Look for the word "rows" in the entries and copy every line where it shows up.

━━━━━━━━━━━━━━━━━━━━

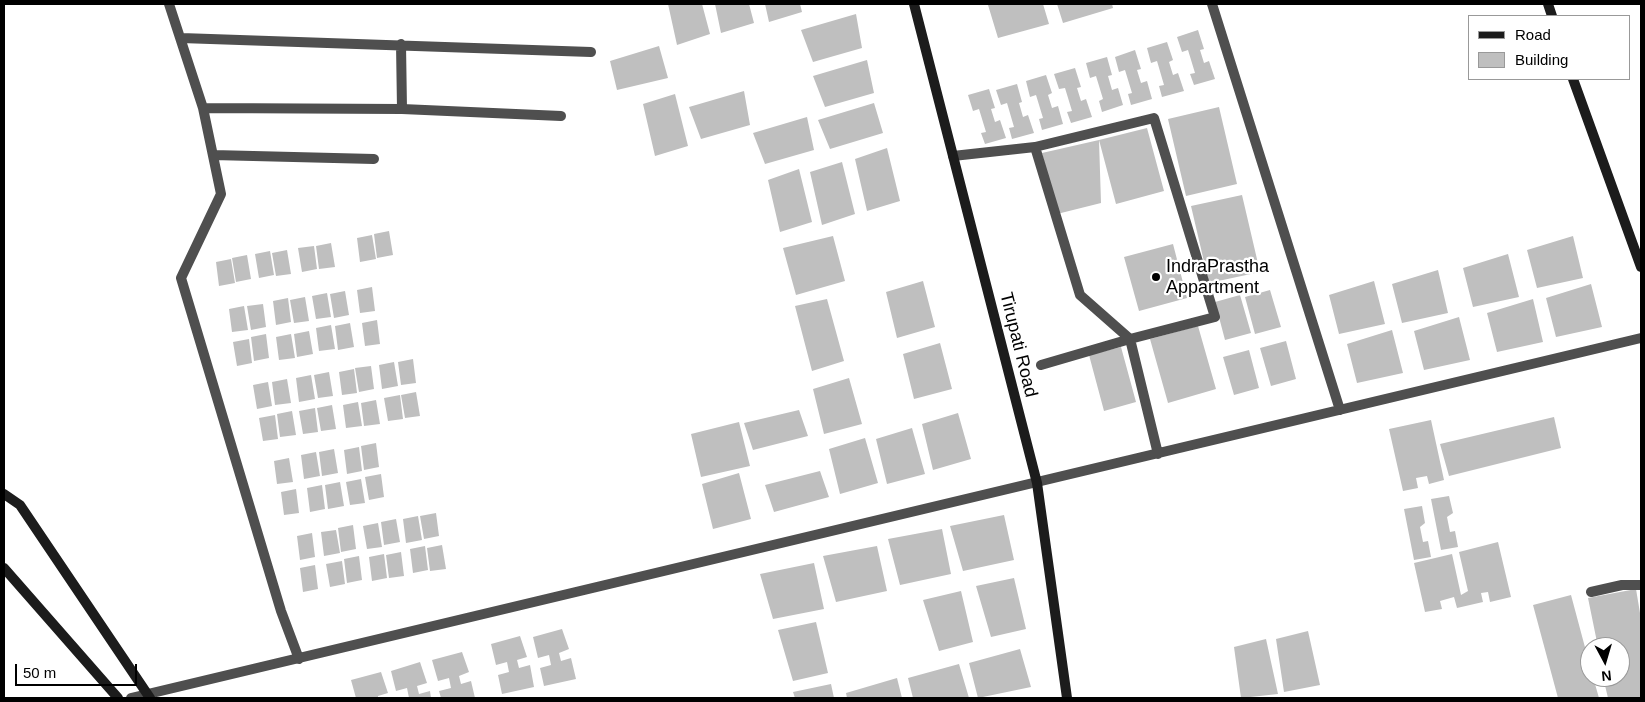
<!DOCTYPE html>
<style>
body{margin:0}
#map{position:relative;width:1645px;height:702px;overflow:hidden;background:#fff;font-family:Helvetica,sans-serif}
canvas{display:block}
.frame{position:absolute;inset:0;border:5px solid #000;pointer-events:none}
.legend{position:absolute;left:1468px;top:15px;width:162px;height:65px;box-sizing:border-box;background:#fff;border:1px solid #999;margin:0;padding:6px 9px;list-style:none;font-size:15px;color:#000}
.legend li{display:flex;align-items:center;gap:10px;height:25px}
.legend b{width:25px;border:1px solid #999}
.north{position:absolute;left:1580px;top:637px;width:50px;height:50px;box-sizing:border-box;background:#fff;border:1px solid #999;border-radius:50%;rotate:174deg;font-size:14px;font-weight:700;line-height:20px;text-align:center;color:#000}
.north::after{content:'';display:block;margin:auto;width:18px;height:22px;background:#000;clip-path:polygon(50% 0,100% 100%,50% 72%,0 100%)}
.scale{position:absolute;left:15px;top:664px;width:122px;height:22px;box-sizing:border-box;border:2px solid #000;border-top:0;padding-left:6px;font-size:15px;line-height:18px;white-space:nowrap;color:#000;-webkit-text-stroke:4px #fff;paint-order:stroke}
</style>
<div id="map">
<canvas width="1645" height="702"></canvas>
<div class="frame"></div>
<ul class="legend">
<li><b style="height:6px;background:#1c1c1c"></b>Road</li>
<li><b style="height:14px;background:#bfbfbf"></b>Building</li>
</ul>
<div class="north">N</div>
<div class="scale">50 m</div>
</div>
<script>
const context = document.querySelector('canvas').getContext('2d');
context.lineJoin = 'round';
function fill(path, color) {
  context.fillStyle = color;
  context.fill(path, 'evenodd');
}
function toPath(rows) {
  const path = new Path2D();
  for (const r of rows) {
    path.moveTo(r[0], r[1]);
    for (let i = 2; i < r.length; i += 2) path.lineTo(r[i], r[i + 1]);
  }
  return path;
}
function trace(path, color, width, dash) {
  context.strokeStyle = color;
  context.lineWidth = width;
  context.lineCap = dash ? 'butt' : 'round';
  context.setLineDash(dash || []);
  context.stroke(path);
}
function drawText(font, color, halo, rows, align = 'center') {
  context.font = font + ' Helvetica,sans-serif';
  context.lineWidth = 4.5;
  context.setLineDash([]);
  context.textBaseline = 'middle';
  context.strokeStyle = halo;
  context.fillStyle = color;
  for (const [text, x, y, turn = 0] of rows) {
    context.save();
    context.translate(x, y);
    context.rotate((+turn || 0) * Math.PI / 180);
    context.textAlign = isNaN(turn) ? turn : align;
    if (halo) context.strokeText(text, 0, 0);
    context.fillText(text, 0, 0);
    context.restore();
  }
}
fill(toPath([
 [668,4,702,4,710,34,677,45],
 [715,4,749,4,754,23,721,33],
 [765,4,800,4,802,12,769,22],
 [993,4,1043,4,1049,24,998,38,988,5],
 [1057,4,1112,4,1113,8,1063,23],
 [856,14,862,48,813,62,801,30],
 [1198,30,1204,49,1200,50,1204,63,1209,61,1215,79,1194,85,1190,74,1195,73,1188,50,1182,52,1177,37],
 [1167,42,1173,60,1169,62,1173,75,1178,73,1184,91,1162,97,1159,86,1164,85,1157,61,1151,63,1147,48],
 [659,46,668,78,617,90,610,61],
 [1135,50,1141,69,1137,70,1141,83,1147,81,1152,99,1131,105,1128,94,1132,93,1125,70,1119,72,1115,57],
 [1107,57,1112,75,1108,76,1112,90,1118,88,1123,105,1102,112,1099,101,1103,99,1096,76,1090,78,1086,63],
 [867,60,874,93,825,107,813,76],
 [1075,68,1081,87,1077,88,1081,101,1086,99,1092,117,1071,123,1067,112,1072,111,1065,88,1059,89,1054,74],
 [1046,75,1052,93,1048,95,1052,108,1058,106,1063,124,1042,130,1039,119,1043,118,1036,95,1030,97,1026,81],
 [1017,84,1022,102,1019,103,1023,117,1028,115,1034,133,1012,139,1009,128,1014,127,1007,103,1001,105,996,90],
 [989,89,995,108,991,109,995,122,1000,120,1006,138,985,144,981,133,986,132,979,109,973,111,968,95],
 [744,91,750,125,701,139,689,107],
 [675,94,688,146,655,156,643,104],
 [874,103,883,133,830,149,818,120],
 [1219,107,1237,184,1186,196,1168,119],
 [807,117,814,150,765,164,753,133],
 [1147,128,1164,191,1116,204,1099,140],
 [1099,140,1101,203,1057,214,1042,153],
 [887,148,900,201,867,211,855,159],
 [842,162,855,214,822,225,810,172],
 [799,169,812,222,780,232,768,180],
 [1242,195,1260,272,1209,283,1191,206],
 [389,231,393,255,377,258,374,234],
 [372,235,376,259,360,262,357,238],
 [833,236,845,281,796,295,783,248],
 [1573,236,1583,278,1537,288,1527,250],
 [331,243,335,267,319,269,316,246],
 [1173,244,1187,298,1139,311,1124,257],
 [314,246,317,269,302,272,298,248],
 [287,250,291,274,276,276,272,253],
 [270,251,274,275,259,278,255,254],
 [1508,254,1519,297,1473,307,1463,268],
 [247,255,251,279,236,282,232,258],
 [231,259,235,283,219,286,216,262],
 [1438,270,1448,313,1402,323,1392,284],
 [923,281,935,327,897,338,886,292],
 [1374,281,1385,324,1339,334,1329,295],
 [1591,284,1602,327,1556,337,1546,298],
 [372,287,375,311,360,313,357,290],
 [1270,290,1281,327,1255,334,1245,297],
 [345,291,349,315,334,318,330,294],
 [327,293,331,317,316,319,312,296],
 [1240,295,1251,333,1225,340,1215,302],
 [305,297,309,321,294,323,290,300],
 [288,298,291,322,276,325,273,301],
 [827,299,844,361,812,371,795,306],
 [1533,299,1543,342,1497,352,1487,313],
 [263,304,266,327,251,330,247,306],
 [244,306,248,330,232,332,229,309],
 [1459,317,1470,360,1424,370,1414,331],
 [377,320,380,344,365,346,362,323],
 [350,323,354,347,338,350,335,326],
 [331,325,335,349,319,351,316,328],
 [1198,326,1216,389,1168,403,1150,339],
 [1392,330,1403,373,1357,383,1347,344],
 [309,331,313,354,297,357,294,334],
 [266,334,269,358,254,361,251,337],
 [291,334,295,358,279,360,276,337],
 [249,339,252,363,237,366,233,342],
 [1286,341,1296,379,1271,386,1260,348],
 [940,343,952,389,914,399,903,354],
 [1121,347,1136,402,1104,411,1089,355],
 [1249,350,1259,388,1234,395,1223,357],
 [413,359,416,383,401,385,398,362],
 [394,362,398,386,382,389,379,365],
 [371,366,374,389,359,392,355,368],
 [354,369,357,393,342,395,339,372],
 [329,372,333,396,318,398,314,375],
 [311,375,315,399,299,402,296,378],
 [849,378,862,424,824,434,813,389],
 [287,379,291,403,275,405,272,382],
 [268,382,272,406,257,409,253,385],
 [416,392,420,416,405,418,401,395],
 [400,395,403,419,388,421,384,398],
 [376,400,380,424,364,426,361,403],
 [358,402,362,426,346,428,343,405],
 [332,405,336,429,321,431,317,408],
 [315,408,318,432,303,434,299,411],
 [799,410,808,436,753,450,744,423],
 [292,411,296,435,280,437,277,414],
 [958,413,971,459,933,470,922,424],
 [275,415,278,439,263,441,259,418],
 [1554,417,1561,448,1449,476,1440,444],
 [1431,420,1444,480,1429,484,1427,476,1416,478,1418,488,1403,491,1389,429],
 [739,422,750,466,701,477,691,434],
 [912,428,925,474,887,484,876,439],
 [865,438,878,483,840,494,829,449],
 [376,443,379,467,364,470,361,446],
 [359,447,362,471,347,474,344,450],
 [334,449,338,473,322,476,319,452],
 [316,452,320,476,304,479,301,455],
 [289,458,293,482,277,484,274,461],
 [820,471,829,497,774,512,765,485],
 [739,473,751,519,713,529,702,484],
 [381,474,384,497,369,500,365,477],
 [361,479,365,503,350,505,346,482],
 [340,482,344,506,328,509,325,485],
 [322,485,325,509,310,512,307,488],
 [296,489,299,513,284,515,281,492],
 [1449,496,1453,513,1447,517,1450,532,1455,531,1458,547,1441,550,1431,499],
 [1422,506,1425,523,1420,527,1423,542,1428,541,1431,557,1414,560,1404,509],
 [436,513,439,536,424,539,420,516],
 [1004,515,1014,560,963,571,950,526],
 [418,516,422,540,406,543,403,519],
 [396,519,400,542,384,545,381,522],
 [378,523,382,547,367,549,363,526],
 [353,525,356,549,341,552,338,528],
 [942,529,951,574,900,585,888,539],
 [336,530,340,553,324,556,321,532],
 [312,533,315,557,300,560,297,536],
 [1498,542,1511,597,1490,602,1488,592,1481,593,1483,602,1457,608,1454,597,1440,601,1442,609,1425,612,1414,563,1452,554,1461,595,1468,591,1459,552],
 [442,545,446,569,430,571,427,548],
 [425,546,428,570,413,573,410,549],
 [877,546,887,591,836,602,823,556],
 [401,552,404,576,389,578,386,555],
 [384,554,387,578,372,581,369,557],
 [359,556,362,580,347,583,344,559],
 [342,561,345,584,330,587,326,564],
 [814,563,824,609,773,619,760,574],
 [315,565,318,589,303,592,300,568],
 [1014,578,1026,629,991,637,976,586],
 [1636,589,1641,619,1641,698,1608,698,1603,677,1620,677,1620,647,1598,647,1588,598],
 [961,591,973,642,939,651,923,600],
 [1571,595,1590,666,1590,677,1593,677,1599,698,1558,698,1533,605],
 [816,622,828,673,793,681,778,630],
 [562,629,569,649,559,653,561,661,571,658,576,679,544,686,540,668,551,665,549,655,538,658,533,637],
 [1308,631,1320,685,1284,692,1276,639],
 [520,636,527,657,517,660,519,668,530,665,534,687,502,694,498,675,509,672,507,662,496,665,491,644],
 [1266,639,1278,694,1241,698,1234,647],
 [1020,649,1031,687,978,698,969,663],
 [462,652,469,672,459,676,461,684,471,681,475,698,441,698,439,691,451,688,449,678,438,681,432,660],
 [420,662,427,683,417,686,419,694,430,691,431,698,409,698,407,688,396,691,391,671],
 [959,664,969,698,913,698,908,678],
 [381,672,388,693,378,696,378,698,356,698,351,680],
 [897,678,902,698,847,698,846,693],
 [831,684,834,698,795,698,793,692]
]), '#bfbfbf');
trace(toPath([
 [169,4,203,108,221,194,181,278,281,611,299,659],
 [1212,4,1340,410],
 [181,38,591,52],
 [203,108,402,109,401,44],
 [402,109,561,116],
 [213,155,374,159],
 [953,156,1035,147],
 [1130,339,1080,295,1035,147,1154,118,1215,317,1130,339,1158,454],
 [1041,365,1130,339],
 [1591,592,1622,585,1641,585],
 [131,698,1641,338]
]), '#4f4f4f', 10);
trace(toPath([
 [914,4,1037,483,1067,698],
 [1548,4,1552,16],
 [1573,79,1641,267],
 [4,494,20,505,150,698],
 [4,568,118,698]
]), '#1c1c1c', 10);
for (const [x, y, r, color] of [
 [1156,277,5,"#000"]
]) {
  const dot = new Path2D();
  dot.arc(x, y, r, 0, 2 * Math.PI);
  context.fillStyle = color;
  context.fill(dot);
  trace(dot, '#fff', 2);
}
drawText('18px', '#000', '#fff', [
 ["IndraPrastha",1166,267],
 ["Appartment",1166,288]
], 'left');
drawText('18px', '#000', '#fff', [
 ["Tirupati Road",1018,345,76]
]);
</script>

━━━━━━━━━━━━━━━━━━━━

**Answer to the problem**
function toPath(rows) {
  for (const r of rows) {
function drawText(font, color, halo, rows, align = 'center') {
  for (const [text, x, y, turn = 0] of rows) {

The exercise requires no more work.